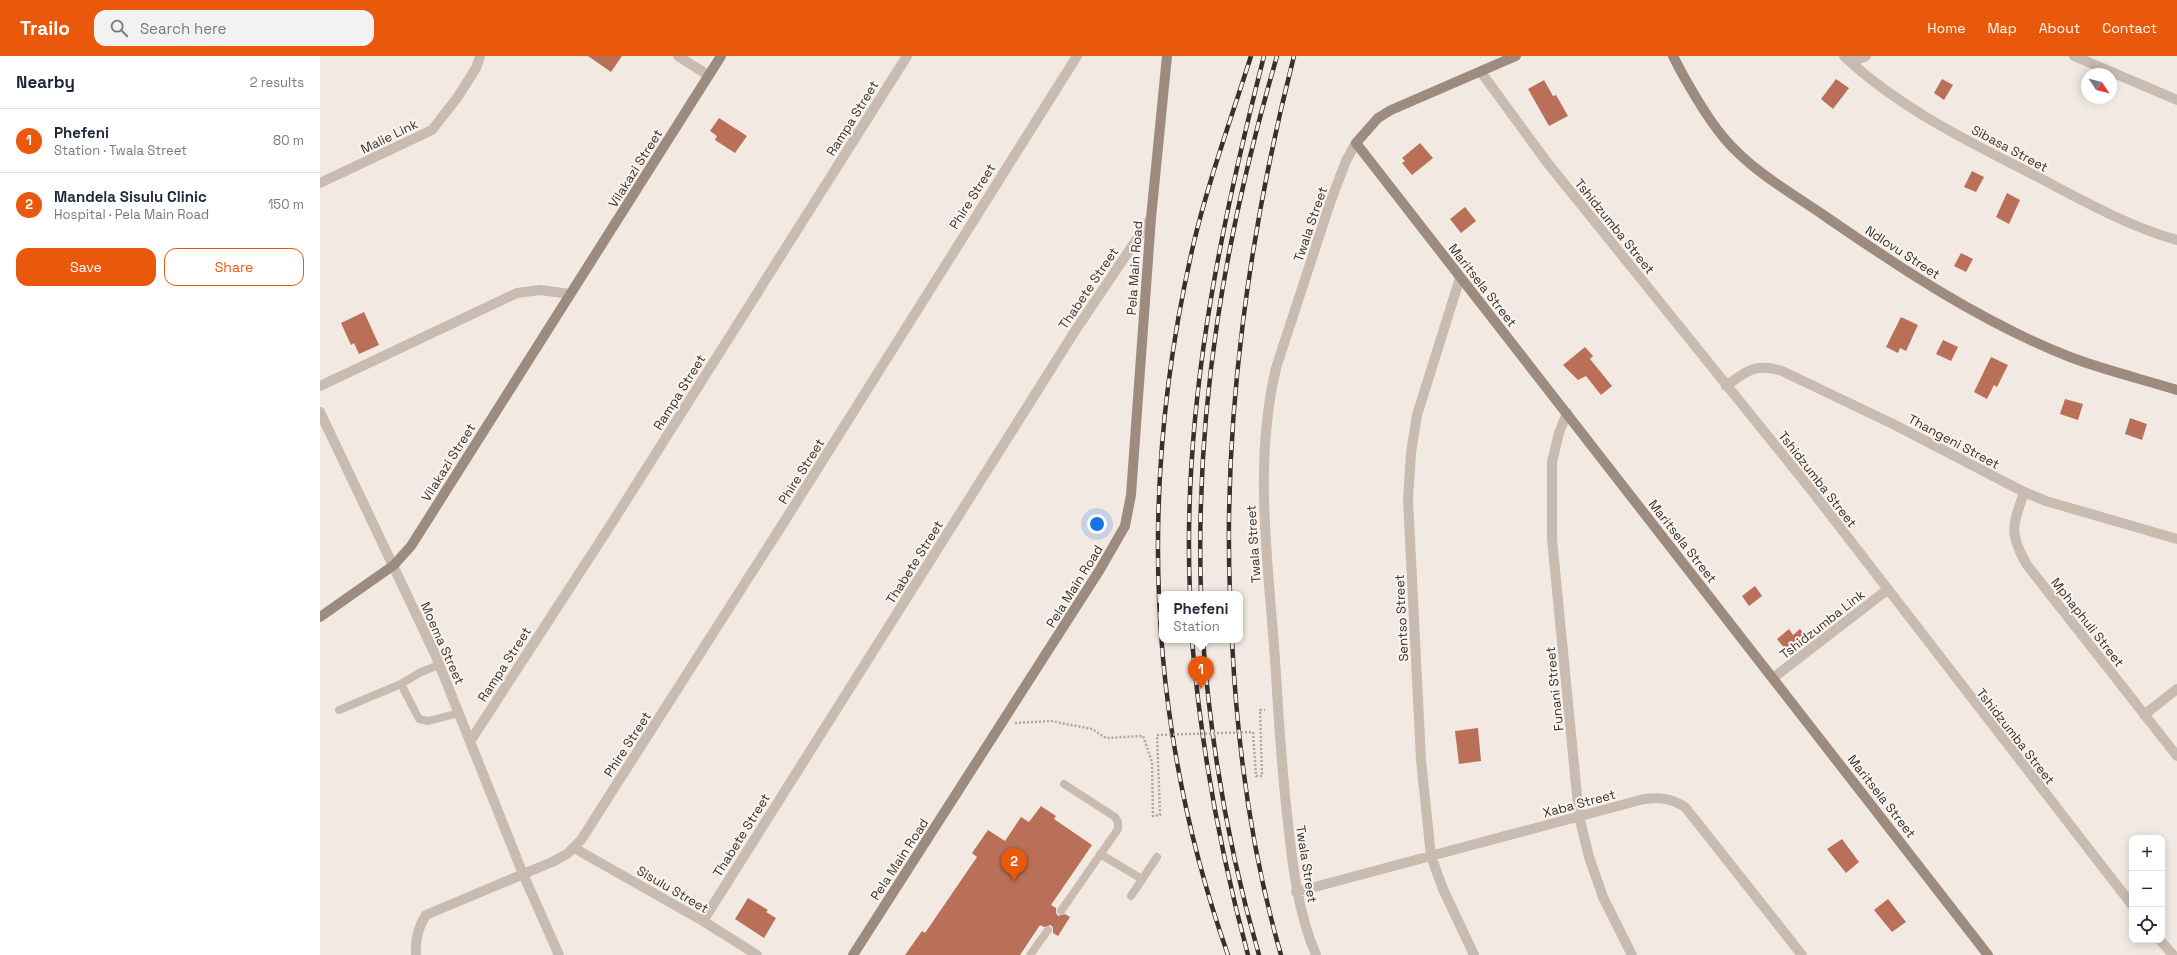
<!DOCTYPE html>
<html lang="en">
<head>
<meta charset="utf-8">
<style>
  :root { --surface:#fff; --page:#f2f2f3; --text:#1f2937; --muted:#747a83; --line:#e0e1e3; --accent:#ea580c }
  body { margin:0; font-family:"Space Grotesk",sans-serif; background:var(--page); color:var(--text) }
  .controls { position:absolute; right:12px; bottom:12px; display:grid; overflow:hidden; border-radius:8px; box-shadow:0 2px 10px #0003 }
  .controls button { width:36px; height:36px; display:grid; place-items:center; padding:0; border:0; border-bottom:1px solid var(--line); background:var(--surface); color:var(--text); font:20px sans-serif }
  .compass { position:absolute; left:1761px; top:12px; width:36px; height:36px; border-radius:50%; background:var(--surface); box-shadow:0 2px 10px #0003; rotate:125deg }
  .you { position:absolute; left:777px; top:468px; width:14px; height:14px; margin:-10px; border:3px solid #fff; border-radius:50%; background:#1a73e8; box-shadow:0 0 0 6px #1a73e833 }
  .badge { display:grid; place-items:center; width:26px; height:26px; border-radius:50%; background:var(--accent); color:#fff; font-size:13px; font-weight:700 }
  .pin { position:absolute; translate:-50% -33px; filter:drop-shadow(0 1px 2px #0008) }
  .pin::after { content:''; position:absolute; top:21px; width:14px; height:12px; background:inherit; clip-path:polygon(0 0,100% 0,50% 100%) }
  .popup { position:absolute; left:839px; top:535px; width:84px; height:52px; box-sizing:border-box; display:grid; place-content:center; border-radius:8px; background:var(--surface); filter:drop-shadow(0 1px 3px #0005); font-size:13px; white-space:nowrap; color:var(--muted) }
  .popup b { font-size:15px; color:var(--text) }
  .popup::after { content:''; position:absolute; left:50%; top:100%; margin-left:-8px; border:8px solid transparent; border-top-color:var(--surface) }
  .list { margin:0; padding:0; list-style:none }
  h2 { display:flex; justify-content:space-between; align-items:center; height:52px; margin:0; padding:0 16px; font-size:17px }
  h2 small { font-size:13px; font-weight:400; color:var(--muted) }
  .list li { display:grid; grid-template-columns:26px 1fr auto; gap:12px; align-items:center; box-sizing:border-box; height:64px; padding:0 16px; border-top:1px solid var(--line) }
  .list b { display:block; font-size:15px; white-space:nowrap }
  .list p { margin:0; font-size:13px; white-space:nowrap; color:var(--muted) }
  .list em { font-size:13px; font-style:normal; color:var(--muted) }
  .actions { display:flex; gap:8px; padding:12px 16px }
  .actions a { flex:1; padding:9px 0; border:1px solid var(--accent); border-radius:12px; text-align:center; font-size:14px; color:var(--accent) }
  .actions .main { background:var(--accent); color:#fff }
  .icon { flex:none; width:22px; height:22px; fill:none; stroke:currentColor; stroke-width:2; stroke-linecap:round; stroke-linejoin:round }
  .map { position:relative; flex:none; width:1857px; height:899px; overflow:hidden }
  header { display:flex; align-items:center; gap:24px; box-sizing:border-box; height:56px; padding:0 20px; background:var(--accent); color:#fff }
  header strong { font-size:19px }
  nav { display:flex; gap:22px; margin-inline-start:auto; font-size:14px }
  .search { width:280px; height:36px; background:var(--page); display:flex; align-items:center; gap:10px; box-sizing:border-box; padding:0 14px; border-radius:12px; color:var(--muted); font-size:15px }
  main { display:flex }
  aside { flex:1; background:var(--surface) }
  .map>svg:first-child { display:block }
  .building { fill:#ba7058 }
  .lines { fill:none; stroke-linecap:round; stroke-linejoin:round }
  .path { stroke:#b5a599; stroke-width:2.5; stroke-dasharray:2 2; stroke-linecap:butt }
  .lane { stroke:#c9bbaf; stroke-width:8 }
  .street { stroke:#c9bbaf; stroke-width:10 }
  .secondary { stroke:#9d8b80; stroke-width:10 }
  .rail-casing { stroke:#39302c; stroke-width:4.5 }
  .rail { stroke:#f9f4ef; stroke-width:3; stroke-dasharray:9; stroke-linecap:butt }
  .path-bridge { stroke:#b5a599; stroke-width:2.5; stroke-dasharray:2 2; stroke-linecap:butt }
  .labels { text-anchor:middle; stroke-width:4; stroke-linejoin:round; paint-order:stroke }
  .street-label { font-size:13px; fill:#39302c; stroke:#f9f4ef }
</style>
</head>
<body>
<header>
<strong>Trailo</strong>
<div class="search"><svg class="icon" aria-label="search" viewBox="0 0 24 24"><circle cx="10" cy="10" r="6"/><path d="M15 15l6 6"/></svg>Search here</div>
<nav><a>Home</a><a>Map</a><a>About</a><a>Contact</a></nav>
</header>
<main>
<aside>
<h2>Nearby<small>2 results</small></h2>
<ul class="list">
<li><span class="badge">1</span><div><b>Phefeni</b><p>Station · Twala Street</p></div><em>80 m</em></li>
<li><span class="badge">2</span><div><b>Mandela Sisulu Clinic</b><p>Hospital · Pela Main Road</p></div><em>150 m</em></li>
</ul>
<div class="actions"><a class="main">Save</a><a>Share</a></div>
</aside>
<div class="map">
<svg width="1857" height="899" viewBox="0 0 1857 899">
  <rect width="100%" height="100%" fill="#f2eae2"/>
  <path class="building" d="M268,0H302L291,16Z
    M1516,23L1529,32L1513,53L1501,43Z
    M1622,23L1633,29L1624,44L1614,37Z
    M1224,24L1233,40L1236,39L1248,60L1229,70L1208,33Z
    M399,62L427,80L415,97L395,84L397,80L390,75Z
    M1100,87L1113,102L1092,119L1082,107L1085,105L1082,102Z
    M1652,115L1664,121L1656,136L1644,131Z
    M1687,137L1700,144L1689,168L1676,161Z
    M1145,151L1156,165L1141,177L1130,163Z
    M1641,197L1653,203L1646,216L1634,210Z
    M44,256L59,289L39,298L34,287L31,289L21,267Z
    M1581,261L1598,269L1586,295L1580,292L1578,297L1566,291Z
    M1623,284L1638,291L1631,305L1616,298Z
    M1265,291L1273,300L1270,303L1292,330L1281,339L1266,320L1258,324L1243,309Z
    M1671,301L1688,309L1677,331L1674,329L1667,343L1654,336Z
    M1745,343L1763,348L1758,364L1740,358Z
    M1810,362L1827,368L1822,384L1805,378Z
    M1435,530L1442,540L1429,550L1422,540Z
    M1469,573L1473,579L1480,573L1489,584L1470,599L1457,583Z
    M1158,672L1161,705L1139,708L1135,675Z
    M721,750L736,760L734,763L772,789L731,849L736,852V857L738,860L745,858L750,861L738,880L733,877V872L731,869L724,871L720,869L700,899H585L602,875L605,877L657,801L652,797L668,774L685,785L701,761L709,766Z
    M1522,783L1539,806L1526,817L1507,793Z
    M428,842L448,854L446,856L456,862L444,882L415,863Z
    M1568,843L1586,866L1572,876L1554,854Z"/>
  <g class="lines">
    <path class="path" d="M695,667L731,665L772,673L786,682L823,680L832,706L833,760L840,759L837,679
      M933,676L936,720H942L940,654H945"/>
    <path class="lane" d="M119,609L101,616L81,628L99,663L108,665L139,657
      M19,654L81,628
      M780,798L822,823
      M811,840L837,801
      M741,855L798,773V766L795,761L744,728
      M710,899L728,874"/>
    <path class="street" d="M358,0L388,19
      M1524,0C1579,52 1648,85 1714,119C1760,143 1807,170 1857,184
      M1754,0L1857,44
      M1531,6L1546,0
      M1161,16L1226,105L1492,435L1812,849
      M0,127L112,74L137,42L156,12L160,0
      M1140,222L1097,359L1091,397L1088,443L1101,704L1111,800L1123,833L1154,899
      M0,330L197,237L220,234L250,238
      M1406,330C1427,314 1436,307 1462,315L1573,368L1704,436L1726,445L1857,483
      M0,356L115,598L203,818L239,899
      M1247,357L1239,377L1232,406V483L1259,760L1269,801L1283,841L1312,899
      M1704,436C1693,470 1688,476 1707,509L1857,700
      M1453,622L1567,534
      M1824,659L1857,633
      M151,684L290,470L587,0
      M254,792L383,865L437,899
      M976,836L1324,743C1340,741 1350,742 1365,751L1482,899
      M383,865L755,275L831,162
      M1840,884L1853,899
      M96,899C95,884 98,871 106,859L232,806L247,798L261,784L464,466L757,0
      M996,899C978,856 973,813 968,767C962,718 959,668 956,619C950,516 932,414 956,312L1010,147L1026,105L1036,87"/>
    <path class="secondary" d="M1196,0L1071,54L1058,62L1036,87L1668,899
      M1353,0C1365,24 1387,62 1404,82C1431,114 1468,135 1502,158C1580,212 1661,266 1750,301C1784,314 1822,323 1857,334
      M0,561L74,509L91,490L401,0
      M533,899L779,515L805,470L811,439L831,162L847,0"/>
    <g class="rail-casing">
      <path id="rail" d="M870,538C862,355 899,176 944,0
        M881,538C875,351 905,179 957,0
        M910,538C903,360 930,172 974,0
        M872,584C881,691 900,795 928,899
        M883,584C891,691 909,796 939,899
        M912,584C917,688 932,799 961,899
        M908,899C826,666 818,430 873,190C888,126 911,63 931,0"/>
    </g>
    <use href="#rail" class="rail"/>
    <path class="path-bridge" d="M837,679L933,676"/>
  </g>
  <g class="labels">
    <g class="street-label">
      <text transform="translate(532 62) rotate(-58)" y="5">Rampa Street</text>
      <text transform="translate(69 80) rotate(-26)" y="5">Malie Link</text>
      <text transform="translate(1690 92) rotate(28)" y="5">Sibasa Street</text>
      <text transform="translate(315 112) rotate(-58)" y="5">Vilakazi Street</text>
      <text transform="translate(652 140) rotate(-58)" y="5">Phire Street</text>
      <text transform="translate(990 168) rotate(-71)" y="5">Twala Street</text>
      <text transform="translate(1295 170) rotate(51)" y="5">Tshidzumba Street</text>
      <text transform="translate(1583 196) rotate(33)" y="5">Ndlovu Street</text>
      <text transform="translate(814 212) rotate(-86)" y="5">Pela Main Road</text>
      <text transform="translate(1163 229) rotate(52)" y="5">Maritsela Street</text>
      <text transform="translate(768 232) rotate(-56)" y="5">Thabete Street</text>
      <text transform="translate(359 336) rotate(-58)" y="5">Rampa Street</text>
      <text transform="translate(1634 385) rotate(28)" y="5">Thangeni Street</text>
      <text transform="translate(128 406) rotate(-58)" y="5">Vilakazi Street</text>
      <text transform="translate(481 415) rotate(-58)" y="5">Phire Street</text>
      <text transform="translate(1498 423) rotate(52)" y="5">Tshidzumba Street</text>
      <text transform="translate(1363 485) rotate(52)" y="5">Maritsela Street</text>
      <text transform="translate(933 488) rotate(-94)" y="5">Twala Street</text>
      <text transform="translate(594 506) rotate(-58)" y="5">Thabete Street</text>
      <text transform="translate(754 530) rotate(-58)" y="5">Pela Main Road</text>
      <text transform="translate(1081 562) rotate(-93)" y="5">Sentso Street</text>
      <text transform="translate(1768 566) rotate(52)" y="5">Mphaphuli Street</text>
      <text transform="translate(1502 568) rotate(-38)" y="5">Tshidzumba Link</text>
      <text transform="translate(123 587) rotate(66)" y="5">Moema Street</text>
      <text transform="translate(184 608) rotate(-57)" y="5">Rampa Street</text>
      <text transform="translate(1234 633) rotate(-96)" y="5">Funani Street</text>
      <text transform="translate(1696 680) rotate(52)" y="5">Tshidzumba Street</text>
      <text transform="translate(307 688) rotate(-57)" y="5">Phire Street</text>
      <text transform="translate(1562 740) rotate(52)" y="5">Maritsela Street</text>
      <text transform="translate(1259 747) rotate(-15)" y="5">Xaba Street</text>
      <text transform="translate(421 779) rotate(-58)" y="5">Thabete Street</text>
      <text transform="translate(579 803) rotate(-57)" y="5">Pela Main Road</text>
      <text transform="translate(987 808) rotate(81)" y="5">Twala Street</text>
      <text transform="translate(353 833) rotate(30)" y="5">Sisulu Street</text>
    </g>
  </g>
</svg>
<div class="controls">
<button>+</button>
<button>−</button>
<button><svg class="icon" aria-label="locate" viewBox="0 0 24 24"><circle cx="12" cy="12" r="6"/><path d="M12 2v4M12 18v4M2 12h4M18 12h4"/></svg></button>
</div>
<svg class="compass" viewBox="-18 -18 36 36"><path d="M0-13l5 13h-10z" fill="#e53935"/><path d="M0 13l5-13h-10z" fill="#747a83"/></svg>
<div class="you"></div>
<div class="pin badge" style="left:881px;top:633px">1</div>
<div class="popup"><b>Phefeni</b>Station</div>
<div class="pin badge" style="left:694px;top:825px">2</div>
</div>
</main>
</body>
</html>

= Task prompt =
Where in the records does the string "lines" appear? Copy every line that has it.

= Task solution =
  .lines { fill:none; stroke-linecap:round; stroke-linejoin:round }
  <g class="lines">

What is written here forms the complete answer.